Ryan Bingham weiß, wie man den Rucksack zum Mittelpunkt einer ganzen Lebensphilosophie machen kann. Menschen packen ihre Bindungen in einen Rucksack, den es zu tragen gilt. Bindungen an Gegenstände. Fotos, Souvenirs, die heimelige Wohnung, das eigene Auto. Bindungen an Bekannte, Nachbarn, Freunde, die Familie. Mit jedem Gepäckstück wird der Rucksack schwerer. Je schwerer der Rucksack wird, desto schwerer fällt es einem sich zu bewegen. Bindungen schnüren einem die Luft ab, schränken die Bewegungsfreiheit ein.
Ryan Bingham weiß nicht, wie Normalität und Alltäglichkeit zu schätzen sind. Er verkriecht sich lieber in die Welt des künstlichen Lichts, der kratzigen Klimaanlagenluft und beruflich vorgeschriebener Höflichkeiten. Er möchte nichtmal für die Hochzeit seiner Schwester Fotos knipsen.

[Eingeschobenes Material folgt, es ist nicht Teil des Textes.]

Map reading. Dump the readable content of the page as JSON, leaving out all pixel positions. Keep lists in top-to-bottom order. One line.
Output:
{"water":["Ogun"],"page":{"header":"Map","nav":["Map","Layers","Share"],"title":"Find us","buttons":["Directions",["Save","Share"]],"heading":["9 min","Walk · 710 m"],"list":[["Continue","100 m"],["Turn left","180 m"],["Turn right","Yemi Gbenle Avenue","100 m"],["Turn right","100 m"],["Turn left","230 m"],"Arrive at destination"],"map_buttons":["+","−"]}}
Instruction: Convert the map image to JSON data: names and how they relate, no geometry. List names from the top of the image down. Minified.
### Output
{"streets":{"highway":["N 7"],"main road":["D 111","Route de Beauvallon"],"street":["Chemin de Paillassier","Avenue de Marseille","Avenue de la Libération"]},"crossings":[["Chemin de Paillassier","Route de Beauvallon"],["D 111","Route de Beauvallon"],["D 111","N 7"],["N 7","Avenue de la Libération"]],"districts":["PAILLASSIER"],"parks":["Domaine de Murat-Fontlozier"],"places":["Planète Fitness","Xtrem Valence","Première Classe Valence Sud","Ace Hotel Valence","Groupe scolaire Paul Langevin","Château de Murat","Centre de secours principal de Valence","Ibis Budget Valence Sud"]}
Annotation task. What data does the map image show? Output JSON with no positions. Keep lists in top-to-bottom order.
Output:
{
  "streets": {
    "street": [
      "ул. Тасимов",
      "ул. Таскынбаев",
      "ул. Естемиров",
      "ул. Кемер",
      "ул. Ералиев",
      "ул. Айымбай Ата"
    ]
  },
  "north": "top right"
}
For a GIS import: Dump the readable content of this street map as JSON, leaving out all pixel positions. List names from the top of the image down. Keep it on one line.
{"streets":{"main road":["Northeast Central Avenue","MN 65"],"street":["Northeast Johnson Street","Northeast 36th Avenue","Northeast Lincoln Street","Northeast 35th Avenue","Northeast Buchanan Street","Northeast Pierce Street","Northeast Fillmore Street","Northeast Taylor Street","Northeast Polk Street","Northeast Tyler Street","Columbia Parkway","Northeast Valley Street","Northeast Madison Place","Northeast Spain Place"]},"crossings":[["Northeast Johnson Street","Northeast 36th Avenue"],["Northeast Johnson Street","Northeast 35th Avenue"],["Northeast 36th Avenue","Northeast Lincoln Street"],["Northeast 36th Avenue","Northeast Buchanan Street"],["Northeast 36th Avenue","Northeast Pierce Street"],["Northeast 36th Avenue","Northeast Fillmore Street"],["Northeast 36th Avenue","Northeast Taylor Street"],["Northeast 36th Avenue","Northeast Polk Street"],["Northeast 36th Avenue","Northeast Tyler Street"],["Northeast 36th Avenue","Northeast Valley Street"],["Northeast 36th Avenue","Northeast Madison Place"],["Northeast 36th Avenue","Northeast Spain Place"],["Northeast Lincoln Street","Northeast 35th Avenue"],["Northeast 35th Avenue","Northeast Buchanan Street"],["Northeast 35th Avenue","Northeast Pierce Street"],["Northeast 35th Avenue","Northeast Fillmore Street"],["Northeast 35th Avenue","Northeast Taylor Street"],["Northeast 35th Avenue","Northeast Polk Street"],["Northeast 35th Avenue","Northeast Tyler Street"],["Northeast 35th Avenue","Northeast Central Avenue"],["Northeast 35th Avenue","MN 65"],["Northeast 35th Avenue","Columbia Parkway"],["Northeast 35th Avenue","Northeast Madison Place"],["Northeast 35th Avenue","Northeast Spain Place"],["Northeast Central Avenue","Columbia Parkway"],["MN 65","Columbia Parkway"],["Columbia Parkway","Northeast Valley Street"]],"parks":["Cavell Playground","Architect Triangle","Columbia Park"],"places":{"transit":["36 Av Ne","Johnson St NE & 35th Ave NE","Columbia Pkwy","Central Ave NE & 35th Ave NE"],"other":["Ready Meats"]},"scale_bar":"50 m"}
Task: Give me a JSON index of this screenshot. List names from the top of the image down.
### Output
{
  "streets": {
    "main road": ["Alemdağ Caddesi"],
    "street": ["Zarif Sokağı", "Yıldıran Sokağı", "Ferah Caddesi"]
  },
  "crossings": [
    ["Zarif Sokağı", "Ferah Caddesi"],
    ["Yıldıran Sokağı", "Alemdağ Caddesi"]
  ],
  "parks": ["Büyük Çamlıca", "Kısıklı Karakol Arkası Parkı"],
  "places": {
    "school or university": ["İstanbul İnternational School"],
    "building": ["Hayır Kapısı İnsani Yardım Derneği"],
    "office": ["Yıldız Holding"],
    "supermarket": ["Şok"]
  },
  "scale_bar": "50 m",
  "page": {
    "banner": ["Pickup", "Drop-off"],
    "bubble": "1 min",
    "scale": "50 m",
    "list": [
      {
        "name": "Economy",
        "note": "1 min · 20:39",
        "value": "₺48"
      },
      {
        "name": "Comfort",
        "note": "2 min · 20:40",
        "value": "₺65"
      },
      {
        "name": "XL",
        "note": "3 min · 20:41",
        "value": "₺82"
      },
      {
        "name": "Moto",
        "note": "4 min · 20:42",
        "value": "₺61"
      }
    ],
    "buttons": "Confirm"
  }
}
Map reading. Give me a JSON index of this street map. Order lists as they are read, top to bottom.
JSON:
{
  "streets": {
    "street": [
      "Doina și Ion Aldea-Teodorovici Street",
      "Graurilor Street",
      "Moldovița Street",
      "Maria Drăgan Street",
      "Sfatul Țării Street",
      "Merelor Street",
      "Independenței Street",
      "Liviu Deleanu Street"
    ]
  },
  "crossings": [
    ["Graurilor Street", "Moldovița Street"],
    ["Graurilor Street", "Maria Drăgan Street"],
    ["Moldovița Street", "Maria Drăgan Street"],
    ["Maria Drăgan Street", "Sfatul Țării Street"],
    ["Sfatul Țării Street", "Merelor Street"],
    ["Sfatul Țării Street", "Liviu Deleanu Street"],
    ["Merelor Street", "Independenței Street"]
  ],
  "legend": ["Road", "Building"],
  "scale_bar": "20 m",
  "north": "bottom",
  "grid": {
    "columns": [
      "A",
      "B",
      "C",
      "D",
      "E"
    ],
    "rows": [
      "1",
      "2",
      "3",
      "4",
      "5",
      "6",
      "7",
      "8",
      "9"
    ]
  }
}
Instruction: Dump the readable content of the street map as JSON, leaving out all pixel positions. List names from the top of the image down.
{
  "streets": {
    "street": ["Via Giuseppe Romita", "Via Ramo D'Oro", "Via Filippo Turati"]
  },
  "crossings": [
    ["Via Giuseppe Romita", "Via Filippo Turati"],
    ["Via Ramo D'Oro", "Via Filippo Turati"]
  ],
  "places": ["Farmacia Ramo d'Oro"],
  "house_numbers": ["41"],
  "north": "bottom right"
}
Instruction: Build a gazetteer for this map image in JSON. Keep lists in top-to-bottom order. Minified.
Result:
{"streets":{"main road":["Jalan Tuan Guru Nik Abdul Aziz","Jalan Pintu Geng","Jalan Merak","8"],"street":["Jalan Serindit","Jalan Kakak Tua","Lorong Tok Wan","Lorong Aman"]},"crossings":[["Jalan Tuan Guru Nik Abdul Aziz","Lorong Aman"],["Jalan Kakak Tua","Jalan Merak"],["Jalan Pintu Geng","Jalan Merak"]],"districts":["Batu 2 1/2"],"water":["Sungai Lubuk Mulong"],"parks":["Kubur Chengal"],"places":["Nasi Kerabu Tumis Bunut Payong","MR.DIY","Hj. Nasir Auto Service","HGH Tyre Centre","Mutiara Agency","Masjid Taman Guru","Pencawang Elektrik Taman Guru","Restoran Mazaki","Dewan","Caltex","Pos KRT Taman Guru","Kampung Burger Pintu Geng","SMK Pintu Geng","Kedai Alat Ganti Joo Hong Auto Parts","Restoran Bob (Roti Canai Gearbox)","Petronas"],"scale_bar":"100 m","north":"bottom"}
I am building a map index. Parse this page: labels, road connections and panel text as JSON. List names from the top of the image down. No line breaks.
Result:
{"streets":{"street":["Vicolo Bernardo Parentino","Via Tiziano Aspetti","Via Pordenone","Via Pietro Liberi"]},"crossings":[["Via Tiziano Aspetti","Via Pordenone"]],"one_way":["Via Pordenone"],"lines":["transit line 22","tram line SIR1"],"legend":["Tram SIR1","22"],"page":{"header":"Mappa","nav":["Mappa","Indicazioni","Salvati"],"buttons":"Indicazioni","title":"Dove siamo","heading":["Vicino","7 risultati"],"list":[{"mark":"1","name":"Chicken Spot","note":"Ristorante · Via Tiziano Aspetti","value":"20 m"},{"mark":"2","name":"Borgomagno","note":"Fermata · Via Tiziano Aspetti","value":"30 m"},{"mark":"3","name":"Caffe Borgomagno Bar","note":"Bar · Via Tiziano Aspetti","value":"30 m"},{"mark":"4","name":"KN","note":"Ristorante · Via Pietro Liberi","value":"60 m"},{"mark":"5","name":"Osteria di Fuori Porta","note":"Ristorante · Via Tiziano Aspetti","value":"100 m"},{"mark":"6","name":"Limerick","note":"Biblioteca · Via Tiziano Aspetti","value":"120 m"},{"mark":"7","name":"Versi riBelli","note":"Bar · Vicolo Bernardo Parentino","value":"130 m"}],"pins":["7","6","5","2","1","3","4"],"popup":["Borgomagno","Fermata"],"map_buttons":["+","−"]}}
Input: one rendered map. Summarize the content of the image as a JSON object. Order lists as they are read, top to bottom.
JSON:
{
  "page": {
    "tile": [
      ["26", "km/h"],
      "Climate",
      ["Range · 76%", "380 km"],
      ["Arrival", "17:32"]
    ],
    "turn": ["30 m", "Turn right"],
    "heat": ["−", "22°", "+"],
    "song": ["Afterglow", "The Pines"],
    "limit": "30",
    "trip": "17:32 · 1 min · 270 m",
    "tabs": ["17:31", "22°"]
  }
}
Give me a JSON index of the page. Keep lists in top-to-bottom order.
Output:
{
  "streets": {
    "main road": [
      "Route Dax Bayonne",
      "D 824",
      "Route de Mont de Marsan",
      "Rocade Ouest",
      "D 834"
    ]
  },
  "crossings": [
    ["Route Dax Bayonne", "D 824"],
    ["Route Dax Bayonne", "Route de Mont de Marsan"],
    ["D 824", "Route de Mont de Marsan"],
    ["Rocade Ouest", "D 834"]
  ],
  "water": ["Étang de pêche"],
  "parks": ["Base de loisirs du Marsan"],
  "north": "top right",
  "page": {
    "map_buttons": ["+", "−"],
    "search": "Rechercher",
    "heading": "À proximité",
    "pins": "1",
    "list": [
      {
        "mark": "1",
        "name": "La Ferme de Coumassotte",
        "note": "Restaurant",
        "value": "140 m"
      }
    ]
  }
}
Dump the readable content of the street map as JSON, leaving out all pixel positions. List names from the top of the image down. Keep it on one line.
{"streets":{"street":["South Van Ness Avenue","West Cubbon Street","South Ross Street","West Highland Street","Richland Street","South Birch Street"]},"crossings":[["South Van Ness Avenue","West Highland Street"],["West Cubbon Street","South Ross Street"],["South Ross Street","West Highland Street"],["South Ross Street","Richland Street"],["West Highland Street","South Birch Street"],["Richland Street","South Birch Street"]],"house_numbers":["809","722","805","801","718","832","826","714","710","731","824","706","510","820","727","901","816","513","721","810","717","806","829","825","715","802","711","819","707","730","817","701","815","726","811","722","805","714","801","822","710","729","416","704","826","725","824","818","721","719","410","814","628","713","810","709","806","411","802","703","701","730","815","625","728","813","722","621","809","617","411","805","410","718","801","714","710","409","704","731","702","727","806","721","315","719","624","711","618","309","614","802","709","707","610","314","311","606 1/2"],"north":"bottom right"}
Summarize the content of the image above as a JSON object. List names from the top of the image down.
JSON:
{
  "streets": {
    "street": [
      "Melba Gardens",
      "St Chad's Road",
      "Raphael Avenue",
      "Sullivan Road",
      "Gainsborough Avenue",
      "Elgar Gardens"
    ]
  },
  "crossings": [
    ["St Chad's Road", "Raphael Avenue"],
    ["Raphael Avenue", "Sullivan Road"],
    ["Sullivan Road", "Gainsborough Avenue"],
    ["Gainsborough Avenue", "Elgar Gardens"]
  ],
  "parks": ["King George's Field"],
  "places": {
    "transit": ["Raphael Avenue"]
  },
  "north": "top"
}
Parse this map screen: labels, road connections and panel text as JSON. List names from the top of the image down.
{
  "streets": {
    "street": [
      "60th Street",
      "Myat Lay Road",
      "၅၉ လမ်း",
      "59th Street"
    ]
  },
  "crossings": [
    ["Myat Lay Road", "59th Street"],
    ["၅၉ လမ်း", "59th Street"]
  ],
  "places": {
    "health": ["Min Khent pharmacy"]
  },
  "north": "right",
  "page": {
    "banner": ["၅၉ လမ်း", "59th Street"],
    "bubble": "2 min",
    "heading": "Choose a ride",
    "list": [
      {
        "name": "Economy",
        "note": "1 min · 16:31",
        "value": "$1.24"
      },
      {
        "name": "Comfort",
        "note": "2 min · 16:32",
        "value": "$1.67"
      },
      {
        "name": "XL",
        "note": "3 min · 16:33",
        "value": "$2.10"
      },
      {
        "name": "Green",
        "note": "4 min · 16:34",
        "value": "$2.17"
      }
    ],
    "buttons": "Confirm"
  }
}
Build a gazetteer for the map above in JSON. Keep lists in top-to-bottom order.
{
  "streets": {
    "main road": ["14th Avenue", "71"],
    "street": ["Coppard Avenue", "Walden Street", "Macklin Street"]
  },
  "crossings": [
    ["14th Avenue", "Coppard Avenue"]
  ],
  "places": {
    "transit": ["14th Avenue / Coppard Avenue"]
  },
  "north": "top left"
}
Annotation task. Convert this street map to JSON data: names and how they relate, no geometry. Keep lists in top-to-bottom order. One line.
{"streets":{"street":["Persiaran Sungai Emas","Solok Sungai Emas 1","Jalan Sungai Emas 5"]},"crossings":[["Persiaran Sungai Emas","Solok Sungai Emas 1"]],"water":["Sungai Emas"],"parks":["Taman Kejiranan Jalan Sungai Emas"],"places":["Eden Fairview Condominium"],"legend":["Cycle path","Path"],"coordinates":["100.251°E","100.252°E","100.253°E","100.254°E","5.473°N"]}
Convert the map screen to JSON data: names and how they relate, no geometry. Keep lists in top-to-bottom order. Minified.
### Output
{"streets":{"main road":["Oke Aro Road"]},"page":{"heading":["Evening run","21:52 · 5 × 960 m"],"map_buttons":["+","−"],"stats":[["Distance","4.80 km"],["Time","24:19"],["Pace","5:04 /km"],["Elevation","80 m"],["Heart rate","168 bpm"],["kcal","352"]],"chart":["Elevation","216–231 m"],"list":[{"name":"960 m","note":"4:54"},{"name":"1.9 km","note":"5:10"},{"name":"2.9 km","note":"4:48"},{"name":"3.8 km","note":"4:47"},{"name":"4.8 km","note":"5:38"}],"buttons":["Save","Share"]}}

Geschweige denn jemals heiraten oder Kinder kriegen.
Jason Reitmans Up in the Air ist ein Film über einen Mann, dessen Lebensziel es ist eine bestimmte Summe an Meilen zu fliegen, ein Film über jemanden, dessen Beruf es ist Leuten zu kündigen, ein Film über jemanden, dessen Lebensstil vom digitalen Zeitalter bedroht wird und ein Film über eines einzelgängerischen Nomaden des 21. Jahrhunderts, der anfängt Sympathie für seine Familie und ihm ähnlich gesinnte Leute zu entwickeln. Und wie bei einem Mosaik ergeben all diese ansehnlichen Steinchen ein wunderschönes Gesamtbild.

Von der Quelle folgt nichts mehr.